Pick each line containing "solid" out of the records.

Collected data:
┌──
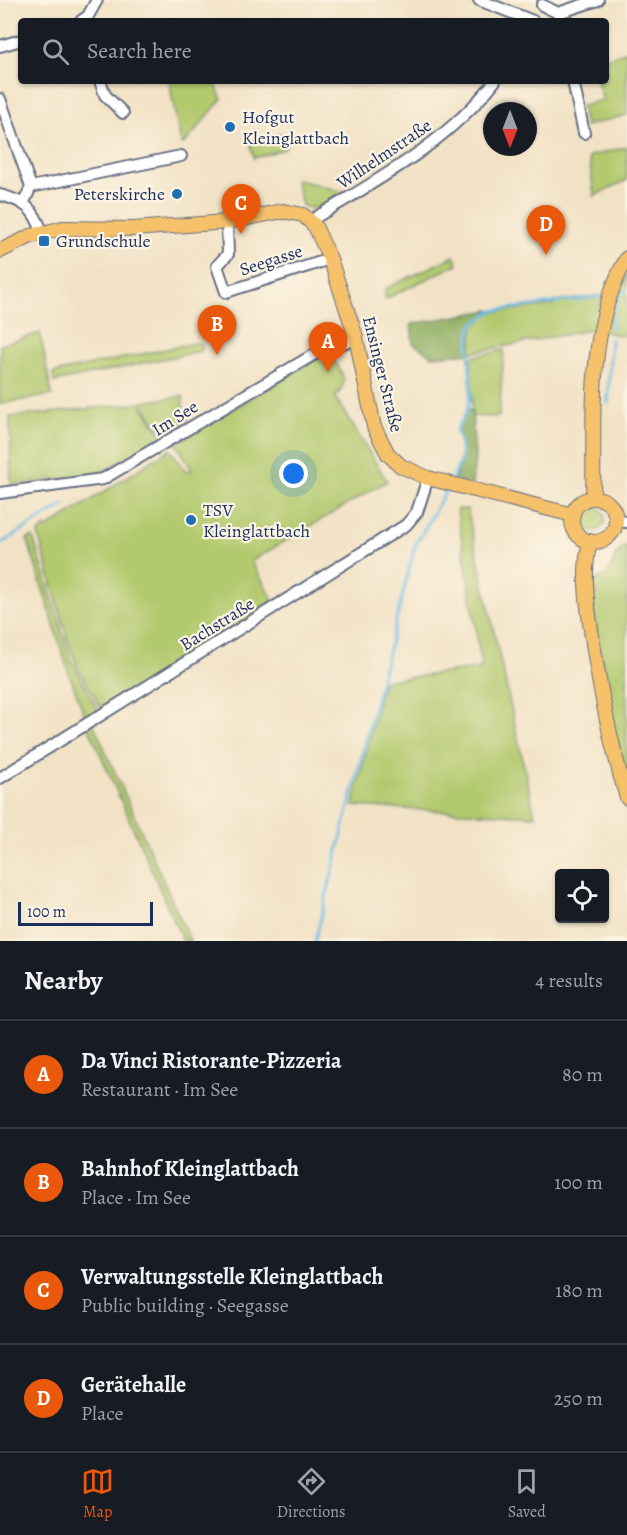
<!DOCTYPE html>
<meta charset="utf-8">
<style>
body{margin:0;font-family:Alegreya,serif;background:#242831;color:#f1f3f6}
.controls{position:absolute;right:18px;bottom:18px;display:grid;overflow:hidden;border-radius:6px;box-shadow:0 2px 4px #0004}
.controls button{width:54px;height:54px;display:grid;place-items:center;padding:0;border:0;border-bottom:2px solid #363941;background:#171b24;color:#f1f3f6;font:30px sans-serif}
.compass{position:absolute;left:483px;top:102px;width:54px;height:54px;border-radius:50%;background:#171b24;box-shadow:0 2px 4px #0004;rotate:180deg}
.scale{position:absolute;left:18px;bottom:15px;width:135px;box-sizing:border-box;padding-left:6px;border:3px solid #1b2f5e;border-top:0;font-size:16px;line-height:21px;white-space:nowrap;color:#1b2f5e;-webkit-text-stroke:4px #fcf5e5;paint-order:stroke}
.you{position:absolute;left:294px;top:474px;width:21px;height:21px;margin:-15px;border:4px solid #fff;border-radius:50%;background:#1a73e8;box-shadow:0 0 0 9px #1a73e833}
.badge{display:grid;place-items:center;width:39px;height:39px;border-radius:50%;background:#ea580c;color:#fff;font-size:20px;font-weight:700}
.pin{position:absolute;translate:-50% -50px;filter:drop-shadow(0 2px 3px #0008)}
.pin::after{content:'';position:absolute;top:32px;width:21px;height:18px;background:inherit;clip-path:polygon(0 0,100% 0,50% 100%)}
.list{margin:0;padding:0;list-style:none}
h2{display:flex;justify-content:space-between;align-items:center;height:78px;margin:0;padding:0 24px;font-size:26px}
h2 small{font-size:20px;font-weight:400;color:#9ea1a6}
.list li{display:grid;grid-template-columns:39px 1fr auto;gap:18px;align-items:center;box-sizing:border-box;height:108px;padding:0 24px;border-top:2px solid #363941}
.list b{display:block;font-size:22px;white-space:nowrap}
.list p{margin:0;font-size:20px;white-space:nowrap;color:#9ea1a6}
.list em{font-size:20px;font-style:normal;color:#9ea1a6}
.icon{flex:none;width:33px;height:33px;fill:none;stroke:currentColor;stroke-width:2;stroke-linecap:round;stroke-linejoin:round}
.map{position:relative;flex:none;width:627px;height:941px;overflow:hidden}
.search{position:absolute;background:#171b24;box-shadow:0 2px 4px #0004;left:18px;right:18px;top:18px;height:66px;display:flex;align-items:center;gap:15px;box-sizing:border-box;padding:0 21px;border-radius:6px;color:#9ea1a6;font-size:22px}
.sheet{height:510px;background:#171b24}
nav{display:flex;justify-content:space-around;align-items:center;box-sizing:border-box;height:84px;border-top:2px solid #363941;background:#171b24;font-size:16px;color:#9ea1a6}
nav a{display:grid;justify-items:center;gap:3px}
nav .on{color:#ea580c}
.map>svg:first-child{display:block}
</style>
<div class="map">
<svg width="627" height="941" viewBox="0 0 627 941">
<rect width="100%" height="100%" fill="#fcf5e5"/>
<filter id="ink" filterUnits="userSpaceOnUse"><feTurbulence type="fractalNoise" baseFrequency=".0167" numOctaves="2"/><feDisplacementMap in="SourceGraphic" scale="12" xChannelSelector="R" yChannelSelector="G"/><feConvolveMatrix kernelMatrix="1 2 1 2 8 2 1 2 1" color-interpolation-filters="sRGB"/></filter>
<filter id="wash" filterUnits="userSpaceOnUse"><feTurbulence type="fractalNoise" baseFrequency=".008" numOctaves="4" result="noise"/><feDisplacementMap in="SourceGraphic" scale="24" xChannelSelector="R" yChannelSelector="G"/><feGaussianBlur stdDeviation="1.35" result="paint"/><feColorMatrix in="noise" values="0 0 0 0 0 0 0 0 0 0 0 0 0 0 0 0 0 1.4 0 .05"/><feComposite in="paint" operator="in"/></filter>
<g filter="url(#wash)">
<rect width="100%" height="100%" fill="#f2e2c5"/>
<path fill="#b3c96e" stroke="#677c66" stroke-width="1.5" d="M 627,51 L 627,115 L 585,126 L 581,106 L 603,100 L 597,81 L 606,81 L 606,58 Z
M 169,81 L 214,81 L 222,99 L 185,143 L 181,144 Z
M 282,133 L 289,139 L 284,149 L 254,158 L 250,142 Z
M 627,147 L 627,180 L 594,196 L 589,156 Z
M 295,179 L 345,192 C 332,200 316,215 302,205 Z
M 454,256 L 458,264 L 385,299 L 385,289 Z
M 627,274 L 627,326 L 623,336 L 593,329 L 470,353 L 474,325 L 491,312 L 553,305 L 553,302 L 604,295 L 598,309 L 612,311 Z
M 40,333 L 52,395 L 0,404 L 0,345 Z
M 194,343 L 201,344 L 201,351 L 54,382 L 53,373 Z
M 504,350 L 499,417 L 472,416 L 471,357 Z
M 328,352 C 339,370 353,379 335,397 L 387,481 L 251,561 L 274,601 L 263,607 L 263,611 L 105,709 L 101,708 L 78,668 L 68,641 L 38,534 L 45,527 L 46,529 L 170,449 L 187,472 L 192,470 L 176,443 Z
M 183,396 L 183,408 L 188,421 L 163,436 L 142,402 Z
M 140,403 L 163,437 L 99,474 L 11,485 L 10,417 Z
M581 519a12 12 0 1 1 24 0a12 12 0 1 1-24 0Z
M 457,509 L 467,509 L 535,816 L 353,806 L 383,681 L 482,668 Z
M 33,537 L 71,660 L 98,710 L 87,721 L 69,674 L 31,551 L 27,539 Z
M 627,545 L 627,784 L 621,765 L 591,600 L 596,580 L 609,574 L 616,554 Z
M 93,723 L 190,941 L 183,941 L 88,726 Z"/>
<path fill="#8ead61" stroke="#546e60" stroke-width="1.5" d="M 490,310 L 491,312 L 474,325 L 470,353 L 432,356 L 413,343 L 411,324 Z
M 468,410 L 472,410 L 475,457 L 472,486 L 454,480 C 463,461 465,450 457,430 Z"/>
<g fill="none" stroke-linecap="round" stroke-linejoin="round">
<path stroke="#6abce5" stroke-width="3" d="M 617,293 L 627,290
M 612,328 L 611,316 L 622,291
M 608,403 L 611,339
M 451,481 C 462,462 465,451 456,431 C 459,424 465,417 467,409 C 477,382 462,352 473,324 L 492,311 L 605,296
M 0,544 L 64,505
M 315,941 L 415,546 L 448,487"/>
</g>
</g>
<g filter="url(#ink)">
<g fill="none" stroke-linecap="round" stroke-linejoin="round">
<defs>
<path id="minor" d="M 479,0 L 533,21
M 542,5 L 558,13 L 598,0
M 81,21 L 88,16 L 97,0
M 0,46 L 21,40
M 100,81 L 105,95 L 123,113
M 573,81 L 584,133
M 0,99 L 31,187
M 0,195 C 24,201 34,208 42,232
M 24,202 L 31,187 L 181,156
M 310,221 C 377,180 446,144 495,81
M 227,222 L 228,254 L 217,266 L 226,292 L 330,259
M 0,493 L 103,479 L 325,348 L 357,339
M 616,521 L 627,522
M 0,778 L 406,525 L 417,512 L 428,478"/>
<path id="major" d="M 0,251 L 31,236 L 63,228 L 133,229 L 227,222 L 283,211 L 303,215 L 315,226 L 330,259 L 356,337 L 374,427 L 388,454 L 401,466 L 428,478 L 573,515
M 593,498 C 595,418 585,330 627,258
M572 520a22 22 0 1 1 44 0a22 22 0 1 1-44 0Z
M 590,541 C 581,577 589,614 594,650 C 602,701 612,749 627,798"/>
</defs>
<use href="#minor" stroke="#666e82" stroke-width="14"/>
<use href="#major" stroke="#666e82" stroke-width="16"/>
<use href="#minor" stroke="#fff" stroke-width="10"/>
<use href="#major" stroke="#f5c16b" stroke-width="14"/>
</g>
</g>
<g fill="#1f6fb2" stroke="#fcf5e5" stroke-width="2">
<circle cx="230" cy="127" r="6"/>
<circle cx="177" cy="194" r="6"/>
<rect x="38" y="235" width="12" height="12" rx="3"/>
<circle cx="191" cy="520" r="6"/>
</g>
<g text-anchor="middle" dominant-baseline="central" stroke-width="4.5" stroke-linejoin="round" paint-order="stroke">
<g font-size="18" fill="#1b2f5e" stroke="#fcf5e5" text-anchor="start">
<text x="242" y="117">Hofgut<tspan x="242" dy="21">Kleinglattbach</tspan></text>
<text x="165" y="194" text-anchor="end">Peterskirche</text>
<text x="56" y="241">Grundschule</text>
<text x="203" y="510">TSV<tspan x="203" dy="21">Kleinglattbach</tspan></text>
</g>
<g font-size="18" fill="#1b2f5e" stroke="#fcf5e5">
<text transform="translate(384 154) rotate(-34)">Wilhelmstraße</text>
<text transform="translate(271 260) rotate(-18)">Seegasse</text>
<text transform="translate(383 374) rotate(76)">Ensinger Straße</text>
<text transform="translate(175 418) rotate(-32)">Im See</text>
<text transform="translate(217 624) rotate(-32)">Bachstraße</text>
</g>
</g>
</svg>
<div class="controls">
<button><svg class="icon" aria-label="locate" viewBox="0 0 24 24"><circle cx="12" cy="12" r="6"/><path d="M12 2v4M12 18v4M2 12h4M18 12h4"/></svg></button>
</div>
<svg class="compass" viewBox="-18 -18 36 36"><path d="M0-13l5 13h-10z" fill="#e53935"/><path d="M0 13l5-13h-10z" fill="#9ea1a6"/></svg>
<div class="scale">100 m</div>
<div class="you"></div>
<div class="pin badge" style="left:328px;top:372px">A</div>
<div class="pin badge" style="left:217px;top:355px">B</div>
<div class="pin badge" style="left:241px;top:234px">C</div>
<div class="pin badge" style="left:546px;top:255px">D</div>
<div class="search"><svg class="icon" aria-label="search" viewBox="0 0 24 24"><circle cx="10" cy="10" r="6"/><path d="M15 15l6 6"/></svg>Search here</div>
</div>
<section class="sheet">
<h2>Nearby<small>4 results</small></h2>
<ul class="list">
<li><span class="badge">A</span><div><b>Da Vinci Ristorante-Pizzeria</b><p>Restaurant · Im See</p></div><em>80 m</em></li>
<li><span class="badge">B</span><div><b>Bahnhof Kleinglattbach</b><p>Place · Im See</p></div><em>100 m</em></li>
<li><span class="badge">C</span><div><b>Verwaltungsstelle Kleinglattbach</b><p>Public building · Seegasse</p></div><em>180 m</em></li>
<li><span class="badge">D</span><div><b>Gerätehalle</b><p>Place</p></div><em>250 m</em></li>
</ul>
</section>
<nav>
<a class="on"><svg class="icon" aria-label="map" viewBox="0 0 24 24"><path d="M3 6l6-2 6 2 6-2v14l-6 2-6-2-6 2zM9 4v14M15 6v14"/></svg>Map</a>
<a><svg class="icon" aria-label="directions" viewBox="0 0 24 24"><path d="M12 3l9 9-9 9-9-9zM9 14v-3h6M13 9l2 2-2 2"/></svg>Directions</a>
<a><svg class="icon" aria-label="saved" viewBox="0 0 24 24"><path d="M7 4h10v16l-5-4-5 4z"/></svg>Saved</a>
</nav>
└──
§ **Your response**:
.controls button{width:54px;height:54px;display:grid;place-items:center;padding:0;border:0;border-bottom:2px solid #363941;background:#171b24;color:#f1f3f6;font:30px sans-serif}
.scale{position:absolute;left:18px;bottom:15px;width:135px;box-sizing:border-box;padding-left:6px;border:3px solid #1b2f5e;border-top:0;font-size:16px;line-height:21px;white-space:nowrap;color:#1b2f5e;-webkit-text-stroke:4px #fcf5e5;paint-order:stroke}
.you{position:absolute;left:294px;top:474px;width:21px;height:21px;margin:-15px;border:4px solid #fff;border-radius:50%;background:#1a73e8;box-shadow:0 0 0 9px #1a73e833}
.list li{display:grid;grid-template-columns:39px 1fr auto;gap:18px;align-items:center;box-sizing:border-box;height:108px;padding:0 24px;border-top:2px solid #363941}
nav{display:flex;justify-content:space-around;align-items:center;box-sizing:border-box;height:84px;border-top:2px solid #363941;background:#171b24;font-size:16px;color:#9ea1a6}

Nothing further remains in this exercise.